Edit: and when I say I'm serious about deadlifting, I mean it takes me and an equal strength training partner 2 hrs to get through our warm ups and then our working sets to finish.


----------



## maxmuscle1 (Apr 6, 2019)

Whicked-impulse said:


> Thats what i was thinking besides form was that other muscles are involved more than they should be. Chest, bis n tris, legs, shoulders i feel i have down good when i leave gym after thise days i feel it real good. But my back is my real weak point in my workout. And ive never done weighted pull/chin ups  ima have to give them a shot on my nxt back day just to see if they help me personally



I started out with no weight and work up until you can add weights.  It took me years but well worth it.  They are mass builders!  A lot of people only do dead’s, lat pulls, rows, etc, and skip the pull-ups and chin-ups.  Once you start and stick to it for a year, you’ll see major lay growth and development top to bottom!!


----------



## Seeker (Apr 6, 2019)

My opinion ( and experience) is if you're having trouble engaging your lats because you're feeling that you're using to much of other involved muscles then I suggest you use straps and or hooks for your rowing, pull-ups, pull downs, whatever exercises you use to target your back. Over the years I have been able to develop some pretty damn good grip strenth to where I use my hands as hooks and capable of engaging less of other muscles involved. Learn to use the straps or hooks as your pulley tools so you can engage more lats, less arms. Everything takes times and practice. Oh and deadlift. Always deadlift, always squat.


----------



## BigSwolePump (Apr 6, 2019)

Seeker said:


> My opinion ( and experience) is if you're having trouble engaging your lats because you're feeling that you're using to much of other involved muscles then I suggest you use straps and or hooks for your rowing, pull-ups, pull downs, whatever exercises you use to target your back. Over the years I have been able to develop some pretty damn good grip strenth to where I use my hands as hooks and capable of engaging less of other muscles involved. Learn to use the straps or hooks as your pulley tools so you can engage more lats, less arms. Everything takes times and practice. Oh and deadlift. Always deadlift, always squat.



Beat me to it. Straps help alot when trying to focus on lats.
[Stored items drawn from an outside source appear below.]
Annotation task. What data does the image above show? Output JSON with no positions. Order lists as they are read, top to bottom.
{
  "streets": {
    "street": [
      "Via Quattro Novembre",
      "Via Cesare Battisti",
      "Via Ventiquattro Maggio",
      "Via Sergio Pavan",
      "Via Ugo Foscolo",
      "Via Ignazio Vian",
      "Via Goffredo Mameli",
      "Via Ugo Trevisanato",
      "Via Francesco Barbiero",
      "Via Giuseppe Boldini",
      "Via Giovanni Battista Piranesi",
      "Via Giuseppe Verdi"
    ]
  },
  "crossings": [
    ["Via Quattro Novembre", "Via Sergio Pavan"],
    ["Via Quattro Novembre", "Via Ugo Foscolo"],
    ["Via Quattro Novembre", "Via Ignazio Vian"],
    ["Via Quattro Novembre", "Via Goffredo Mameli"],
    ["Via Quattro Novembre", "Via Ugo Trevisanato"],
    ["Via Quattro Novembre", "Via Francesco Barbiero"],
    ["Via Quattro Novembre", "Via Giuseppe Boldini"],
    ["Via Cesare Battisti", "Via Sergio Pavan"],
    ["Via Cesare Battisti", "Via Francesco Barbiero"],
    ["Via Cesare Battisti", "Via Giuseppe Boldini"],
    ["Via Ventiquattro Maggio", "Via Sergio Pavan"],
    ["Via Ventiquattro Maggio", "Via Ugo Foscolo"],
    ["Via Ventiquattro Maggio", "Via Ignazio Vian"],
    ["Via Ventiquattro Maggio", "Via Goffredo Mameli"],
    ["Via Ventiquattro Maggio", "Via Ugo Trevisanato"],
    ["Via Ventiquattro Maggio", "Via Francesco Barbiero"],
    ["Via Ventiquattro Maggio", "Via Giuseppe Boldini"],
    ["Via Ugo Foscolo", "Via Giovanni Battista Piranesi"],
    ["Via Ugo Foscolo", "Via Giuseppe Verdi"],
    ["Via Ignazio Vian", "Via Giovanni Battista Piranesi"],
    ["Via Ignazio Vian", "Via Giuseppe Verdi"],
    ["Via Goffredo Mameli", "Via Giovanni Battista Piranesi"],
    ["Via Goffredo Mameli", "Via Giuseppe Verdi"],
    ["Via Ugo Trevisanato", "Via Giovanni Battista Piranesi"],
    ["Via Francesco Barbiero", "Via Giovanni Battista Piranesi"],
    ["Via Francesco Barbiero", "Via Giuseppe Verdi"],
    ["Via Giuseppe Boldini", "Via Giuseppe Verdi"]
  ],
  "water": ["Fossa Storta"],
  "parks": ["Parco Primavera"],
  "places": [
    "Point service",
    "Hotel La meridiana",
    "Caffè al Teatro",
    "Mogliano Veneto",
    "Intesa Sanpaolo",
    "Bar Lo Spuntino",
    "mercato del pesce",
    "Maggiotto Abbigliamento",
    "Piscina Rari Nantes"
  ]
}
Keeps the bicep use to a minimum so you can focus on pulling with your lats.


----------



## BrotherJ (Apr 6, 2019)

Deadlifts and using straps on back exercises - I use them for single arm DB rows and go to point of failure (i.e. the muscle group failing is the lat and not my grip)


----------



## simplesteve (Apr 6, 2019)

I've been pyramiding all my lat exercises lately and feel a better contraction with them. I also use straps wich helps wonderfuly.


----------



## Elivo (Apr 7, 2019)

My lats/back is almost never sore, but I have seen both size difference and strength difference with my back and what I’m able to move.

deadlift too


----------



## Texan69 (Apr 8, 2019)

Initiate your back rows and pull downs with elbows to use the lats to do the pulling. If that doesn’t make sense try this to understand 
Have someone cup your elbows and then perform a lat pulldown motion by starting with your elbows and focusing on using the lats. Shows you what it should feel like and should help you figure out how to use your lats and not your biceps 

And like other members said try s hook grip or straps.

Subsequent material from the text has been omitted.